For traders of commercial enterprises, deposits are used to finance long positions, to access cheaper financing costs of other speculative investments and to cover short positions in securities. A sale/buy-back is the cash sale and pre-line repurchase of a security. These are two separate pure elements of the cash market, one for settlement in advance. The futures price is set against the spot price in order to obtain a market return. The basic motivation of Sell/Buybacks is generally the same as in the case of a conventional repo (i.e. the attempt to take advantage of the lower financing rates generally available for secured loans, unlike unsecured loans). The profitability of the transaction is also similar, with interest on the money borrowed from the sale/purchase being implicitly included in the difference between the sale price and the purchase price. Since a repurchase agreement is a method of selling/buying back loans, the seller acts as a borrower and the buyer as a lender. The guarantee refers to securities sold, which are usually from the government. Pension loans provide rapid liquidity. A buy-back contract is a short-term loan to raise money quickly.
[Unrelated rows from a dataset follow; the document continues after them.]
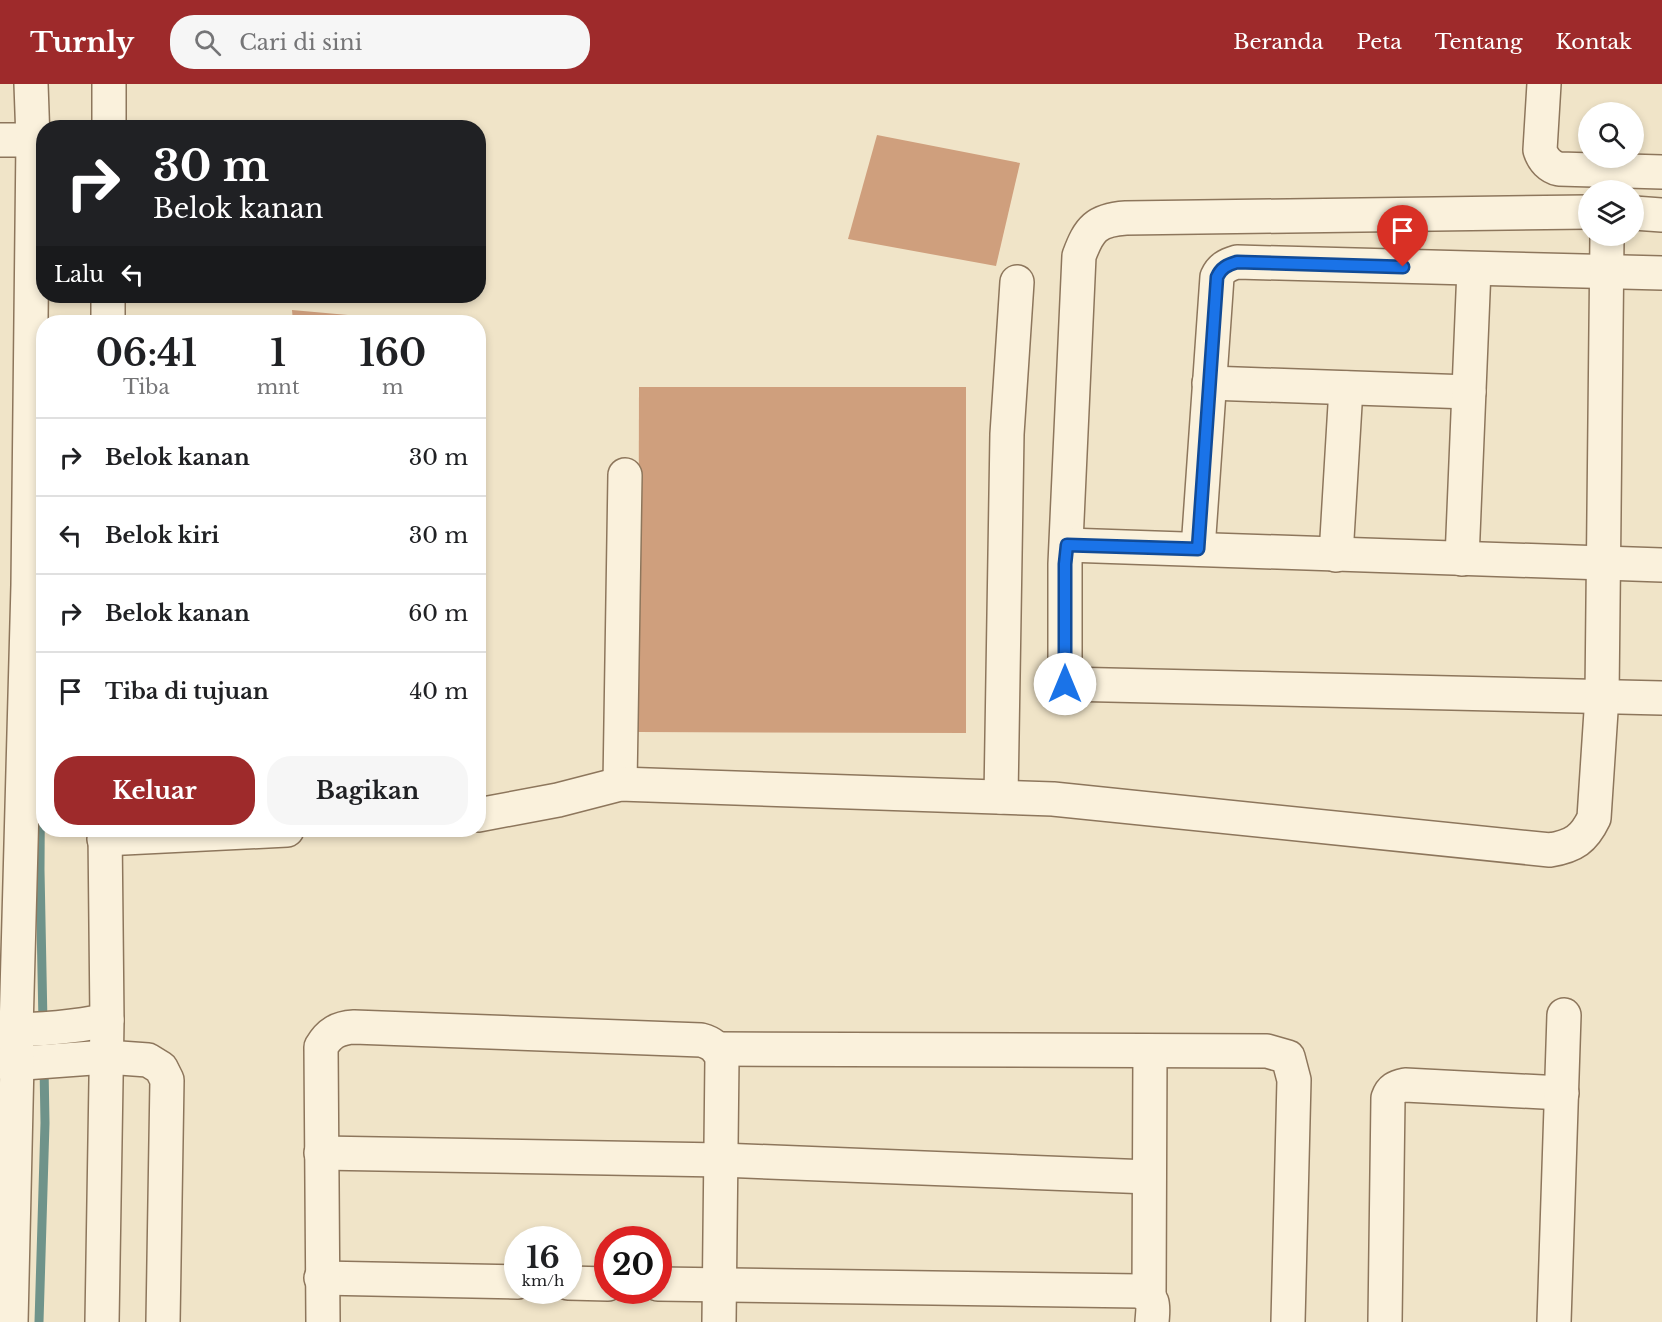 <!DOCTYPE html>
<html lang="id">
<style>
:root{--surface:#fff;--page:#f6f6f6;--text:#202124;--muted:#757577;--line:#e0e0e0;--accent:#9e2a2b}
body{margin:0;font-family:"Libre Baskerville",serif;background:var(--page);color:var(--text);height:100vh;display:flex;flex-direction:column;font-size:22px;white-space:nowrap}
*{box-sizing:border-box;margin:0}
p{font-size:20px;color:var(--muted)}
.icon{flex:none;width:33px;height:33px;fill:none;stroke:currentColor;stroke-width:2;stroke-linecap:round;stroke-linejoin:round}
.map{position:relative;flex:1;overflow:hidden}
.side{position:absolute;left:36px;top:231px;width:450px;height:522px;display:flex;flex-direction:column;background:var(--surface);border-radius:24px;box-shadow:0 3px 9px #0003}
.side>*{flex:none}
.banner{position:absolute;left:36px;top:36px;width:450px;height:183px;border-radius:24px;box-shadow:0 3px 9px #0003;background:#202124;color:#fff;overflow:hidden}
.buttons{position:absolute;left:1578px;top:18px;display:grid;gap:12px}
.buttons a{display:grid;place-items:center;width:66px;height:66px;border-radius:50%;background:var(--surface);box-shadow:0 3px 9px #0003;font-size:30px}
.speed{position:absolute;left:504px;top:1142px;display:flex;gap:12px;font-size:30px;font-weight:700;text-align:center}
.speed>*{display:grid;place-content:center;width:78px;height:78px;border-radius:50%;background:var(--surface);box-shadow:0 3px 9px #0003;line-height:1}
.speed small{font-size:15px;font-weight:400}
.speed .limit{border:9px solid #d22;background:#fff;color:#111}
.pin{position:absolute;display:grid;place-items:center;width:51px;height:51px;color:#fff;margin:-62px -26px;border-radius:50% 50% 50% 0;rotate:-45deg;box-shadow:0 0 6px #0007}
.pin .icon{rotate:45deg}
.me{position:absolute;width:66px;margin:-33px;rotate:0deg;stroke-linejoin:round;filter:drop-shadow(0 0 4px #0008)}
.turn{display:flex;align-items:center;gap:21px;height:126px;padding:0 18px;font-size:27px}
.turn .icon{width:78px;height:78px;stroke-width:2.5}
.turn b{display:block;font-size:42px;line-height:51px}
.then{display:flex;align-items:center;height:57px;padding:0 18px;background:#0003;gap:12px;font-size:22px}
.eta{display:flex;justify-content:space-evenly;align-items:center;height:102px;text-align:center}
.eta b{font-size:36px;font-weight:700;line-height:42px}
.cta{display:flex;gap:12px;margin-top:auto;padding:12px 18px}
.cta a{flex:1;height:69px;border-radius:24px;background:var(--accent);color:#fff;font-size:24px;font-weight:700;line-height:69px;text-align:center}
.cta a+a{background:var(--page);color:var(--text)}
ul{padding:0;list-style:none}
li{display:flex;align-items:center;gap:18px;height:78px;padding:0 18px;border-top:2px solid var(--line)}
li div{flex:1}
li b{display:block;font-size:22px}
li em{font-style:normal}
header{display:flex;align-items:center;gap:36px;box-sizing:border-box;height:84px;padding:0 30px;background:var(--accent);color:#fff}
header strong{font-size:28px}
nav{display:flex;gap:33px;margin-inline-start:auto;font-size:21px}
.search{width:420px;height:54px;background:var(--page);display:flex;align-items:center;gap:15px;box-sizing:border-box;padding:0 21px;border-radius:24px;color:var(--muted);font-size:22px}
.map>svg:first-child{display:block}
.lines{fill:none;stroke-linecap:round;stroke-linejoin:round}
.stream{stroke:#6f938a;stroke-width:9}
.building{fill:#cf9f7d}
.minor-casing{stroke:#8d765c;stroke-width:36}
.minor{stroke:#faf1dc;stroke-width:33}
.route-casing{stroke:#114b97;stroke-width:15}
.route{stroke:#1a73e8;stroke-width:10}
</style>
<header>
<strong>Turnly</strong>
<div class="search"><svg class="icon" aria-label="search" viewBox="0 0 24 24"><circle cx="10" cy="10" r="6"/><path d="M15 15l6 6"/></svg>Cari di sini</div>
<nav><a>Beranda</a><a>Peta</a><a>Tentang</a><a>Kontak</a></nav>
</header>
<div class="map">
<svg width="1662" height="1238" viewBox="0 0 1662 1238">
<rect width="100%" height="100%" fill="#f0e4c8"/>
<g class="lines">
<!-- stream -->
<g class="stream">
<polyline points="41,620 40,786 43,939"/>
<polyline points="39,1238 45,1039 44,982"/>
</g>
</g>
<!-- building -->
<g class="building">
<polygon points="877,51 1020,79 996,182 848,155"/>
<polygon points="292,226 415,237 415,238 293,238"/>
<polygon points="639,303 966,303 966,649 638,648"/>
</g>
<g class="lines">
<!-- minor casing -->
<g class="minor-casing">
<g id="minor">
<path d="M1544,0L1540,66C1543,76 1550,83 1559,85L1662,88"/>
<polyline points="109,44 109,0"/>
<polyline points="0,56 33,56"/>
<path d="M1588,128L1126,134C1096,136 1089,145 1079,172L1065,480V600L1662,614"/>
<polyline points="1634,129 1662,131"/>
<polyline points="108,238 108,212"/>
<polyline points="1209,299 1469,308"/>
<polyline points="1067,461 1662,481"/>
<path d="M1198,465L1217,193C1221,184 1227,181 1237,178L1662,189"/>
<polyline points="1336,471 1346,304"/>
<polyline points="1462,475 1474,185"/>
<polyline points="620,700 625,391"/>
<polyline points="1001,713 1007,350 1017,198"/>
<path d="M478,731L558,716L620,700L1053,715L1550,766C1574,762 1584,755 1594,734L1602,612L1607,152"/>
<polyline points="104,755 287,746"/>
<path d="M0,946C36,946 71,944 107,936"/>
<polyline points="718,965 1267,967 1288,973 1294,996 1288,1238"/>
<polyline points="0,978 24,979 106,973 148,976 161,984 167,996 163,1238"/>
<polyline points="321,1069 721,1076 1149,1093"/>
<polyline points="321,1194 518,1198"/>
<polyline points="568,1199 608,1200"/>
<path d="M658,1200L1139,1207C1156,1214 1153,1223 1152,1238"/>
<polyline points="1149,1211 1150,967"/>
<polyline points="11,1238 17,978 16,946 28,501 33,56 31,0"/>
<polyline points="102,1238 107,936 105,746"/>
<path d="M323,1238L321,963C329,949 338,944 354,943L701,956C712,959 717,963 722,974L719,1238"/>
<path d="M1385,1238L1388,1014C1391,1005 1396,1003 1405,1001L1562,1009"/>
<polyline points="1554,1238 1564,931"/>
</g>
</g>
<!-- minor -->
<use href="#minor" class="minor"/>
</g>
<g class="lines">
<!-- route casing -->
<g class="route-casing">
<path id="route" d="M1065,600V480L1067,461L1198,465L1217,193C1221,184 1227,181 1237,178L1403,183"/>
</g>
<!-- route -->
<use href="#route" class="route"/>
</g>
</svg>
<div class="buttons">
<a><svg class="icon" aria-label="search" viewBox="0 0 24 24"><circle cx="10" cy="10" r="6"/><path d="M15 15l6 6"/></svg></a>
<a><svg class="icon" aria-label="layers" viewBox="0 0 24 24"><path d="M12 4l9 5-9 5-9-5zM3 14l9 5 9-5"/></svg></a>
</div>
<div class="speed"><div>16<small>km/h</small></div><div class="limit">20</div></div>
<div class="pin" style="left:1403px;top:183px;background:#d93025"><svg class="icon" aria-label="arrive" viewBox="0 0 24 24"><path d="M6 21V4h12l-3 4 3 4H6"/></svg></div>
<svg class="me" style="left:1065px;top:600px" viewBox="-20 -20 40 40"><circle r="19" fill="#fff"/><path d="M0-13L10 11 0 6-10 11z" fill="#1a73e8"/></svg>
<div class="banner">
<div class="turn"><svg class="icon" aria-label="right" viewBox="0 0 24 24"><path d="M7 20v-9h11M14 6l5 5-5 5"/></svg><div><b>30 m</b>Belok kanan</div></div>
<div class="then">Lalu<svg class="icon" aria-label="left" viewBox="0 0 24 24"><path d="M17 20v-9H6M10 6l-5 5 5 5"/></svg></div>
</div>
<section class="side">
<div class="eta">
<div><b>06:41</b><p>Tiba</p></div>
<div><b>1</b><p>mnt</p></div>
<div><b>160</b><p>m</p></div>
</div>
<ul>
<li><svg class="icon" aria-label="right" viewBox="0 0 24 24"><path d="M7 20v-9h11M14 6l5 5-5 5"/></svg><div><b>Belok kanan</b></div><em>30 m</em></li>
<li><svg class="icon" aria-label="left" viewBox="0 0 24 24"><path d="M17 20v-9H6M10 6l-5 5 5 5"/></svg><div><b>Belok kiri</b></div><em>30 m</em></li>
<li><svg class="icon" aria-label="right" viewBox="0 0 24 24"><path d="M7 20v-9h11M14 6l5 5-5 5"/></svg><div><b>Belok kanan</b></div><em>60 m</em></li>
<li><svg class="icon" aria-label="arrive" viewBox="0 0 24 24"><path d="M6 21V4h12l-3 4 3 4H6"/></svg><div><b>Tiba di tujuan</b></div><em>40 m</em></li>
</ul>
<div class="cta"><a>Keluar</a><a>Bagikan</a></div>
</section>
</div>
The bank rate is explained. In 1982, the failure of Drysdale Government Securities resulted in a loss of $285 million for Chase Manhattan Bank. The result was a change in the use of accrued interest in calculating the value of pension securities. That same year, the failure of Lombard-Wall, Inc. led to a change in federal insolvency laws with respect to deposits. [7] [8] The failure of ESM Government Securities in 1985 led to the closure of the Home State Savings Bank in Ohio and a rush to other banks insured by the Ohio Deposit Guarantee Fund. The failure of these and other companies led to the passage of the Government Securities Act of 1986. [9] With respect to the loan of securities, the guarantee must be obtained temporarily for other purposes, such as. B as short position hedging or use in complex financial structures. Securities are generally borrowed for a royalty, and securities borrowing transactions are subject to other types of legal agreements than deposits. A pension purchase contract, also known as repo, PR or Surrender and Repurchase Agreement, is a form of short-term borrowing, mainly in government bonds.

The distributor sells the underlying guarantee to investors and, by mutual agreement between the two parties, buys it back shortly thereafter, usually the next day, at a slightly higher price. Investment bank Lehman Brothers used deposits dubbed « repo 105 » and « repo 108 » as a creative accounting strategy to support its profitability reports for a few days during the reference season, and incorrectly characterized deposits as true sales. New York Attorney General Andrew Cuomo said the practice was fraudulent and took place under the authority of the audit firm Ernst and Young. Accusations have been laid against E-Y, according to which the company authorized the practice of using deposits for « the secret removal of tens of billions of securities from Lehman`s balance sheet in order to give a false impression of Lehman`s liquidity and to mislead the public invested ». [19] In some cases, the underlying assets may lose their market value during the life of the pension agreement. The buyer can ask the seller to finance a margin account on which the price difference is identified. The repurchase agreements authorize the sale of a security to another party with the promise that it will be repurchased at a higher price at a later date. The buyer also earns interest. Deposits with a specified maturity date (usually the next day or the following week) are long-term repurchase contracts. A trader sells securities to a counterparty with the agreement that he will buy them back at a higher price at a given time.